It often begins with a sense of insufficiency, of not being enough in a world which seeks to measure us by quantity, or by a quality which we just don’t have. The truth is that it’s not the world and its judgments about me that cause my pain. It’s me and my judgments about myself. The core of every human being is love, yet wrapped around that core is often an insulating lie, and the lie is some version of not being good enough. The sense of shame that I feel clouds the love that I am. Yet feelings aren’t facts.

The content of that messaging and programming, downloaded upon our hard drives, can become so negative that some of us feel the need to throw it off onto someone else and blame them. We judge. We attack.
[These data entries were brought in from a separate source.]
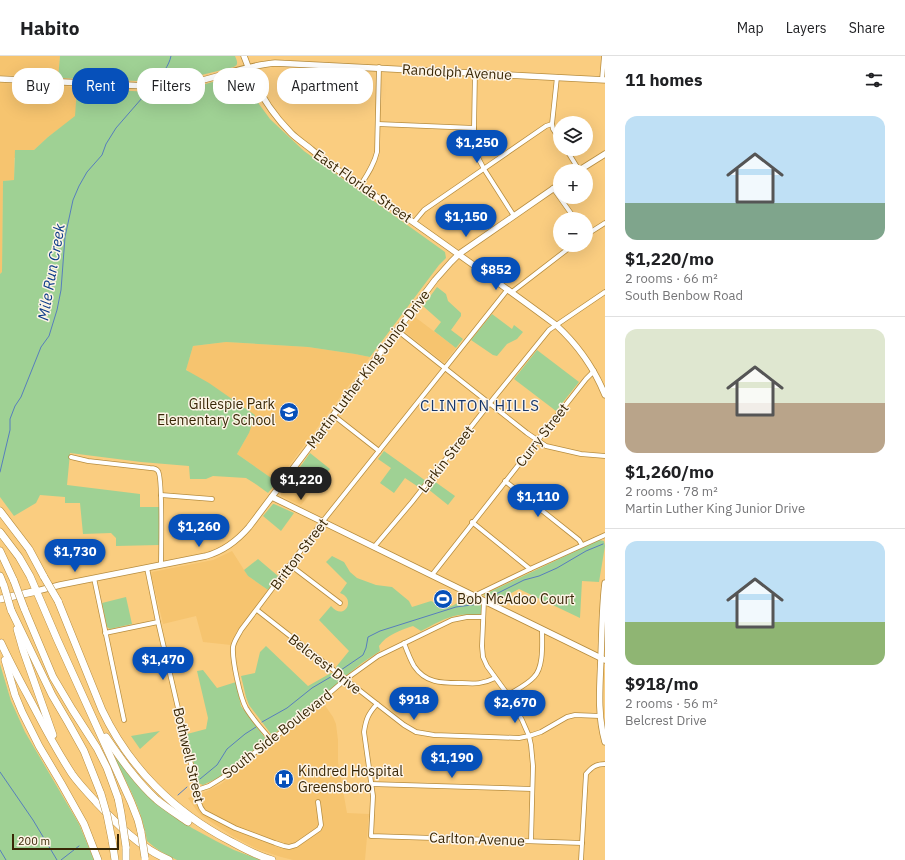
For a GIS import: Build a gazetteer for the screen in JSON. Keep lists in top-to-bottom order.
{
  "streets": {
    "highway": ["Martin Luther King Junior Drive"],
    "main road": ["Randolph Avenue", "East Florida Street"],
    "street": [
      "Curry Street",
      "Larkin Street",
      "Britton Street",
      "Belcrest Drive",
      "South Side Boulevard",
      "Bothwell Street",
      "Carlton Avenue"
    ]
  },
  "crossings": [
    ["Randolph Avenue", "East Florida Street"],
    ["East Florida Street", "Martin Luther King Junior Drive"],
    ["East Florida Street", "Curry Street"],
    ["East Florida Street", "Larkin Street"],
    ["East Florida Street", "Britton Street"],
    ["Martin Luther King Junior Drive", "Bothwell Street"],
    ["Britton Street", "Belcrest Drive"],
    ["Britton Street", "South Side Boulevard"],
    ["Belcrest Drive", "South Side Boulevard"],
    ["South Side Boulevard", "Bothwell Street"]
  ],
  "districts": ["CLINTON HILLS"],
  "water": ["Mile Run Creek"],
  "places": {
    "school or university": ["Gillespie Park Elementary School"],
    "sports": ["Bob McAdoo Court"],
    "hospital": ["Kindred Hospital Greensboro"]
  },
  "scale_bar": "200 m",
  "page": {
    "header": "Habito",
    "nav": ["Map", "Layers", "Share"],
    "heading": "11 homes",
    "chip": [
      "Buy",
      "Rent",
      "Filters",
      "New",
      "Apartment"
    ],
    "list": [
      {
        "name": "$1,220/mo",
        "note": "2 rooms · 66 m² · South Benbow Road"
      },
      {
        "name": "$1,260/mo",
        "note": "2 rooms · 78 m² · Martin Luther King Junior Drive"
      },
      {
        "name": "$918/mo",
        "note": "2 rooms · 56 m² · Belcrest Drive"
      }
    ],
    "map_buttons": ["+", "−"],
    "price": [
      "$1,250",
      "$1,150",
      "$852",
      "$1,220",
      "$1,110",
      "$1,260",
      "$1,730",
      "$1,470",
      "$918",
      "$2,670",
      "$1,190"
    ],
    "scale": "200 m"
  }
}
Or, we turn in the opposite direction, and attack ourselves. This programming can become painful. It’s like evil talk radio blabbering into our ears day and night. We try to turn off the radio any way we can. It’s that motive for suicide I’m writing about.

Sometimes, we can’t turn off the radio. And we can’t change to another station. And we can’t even dial down the volume. So, some of us try to shoot the radio.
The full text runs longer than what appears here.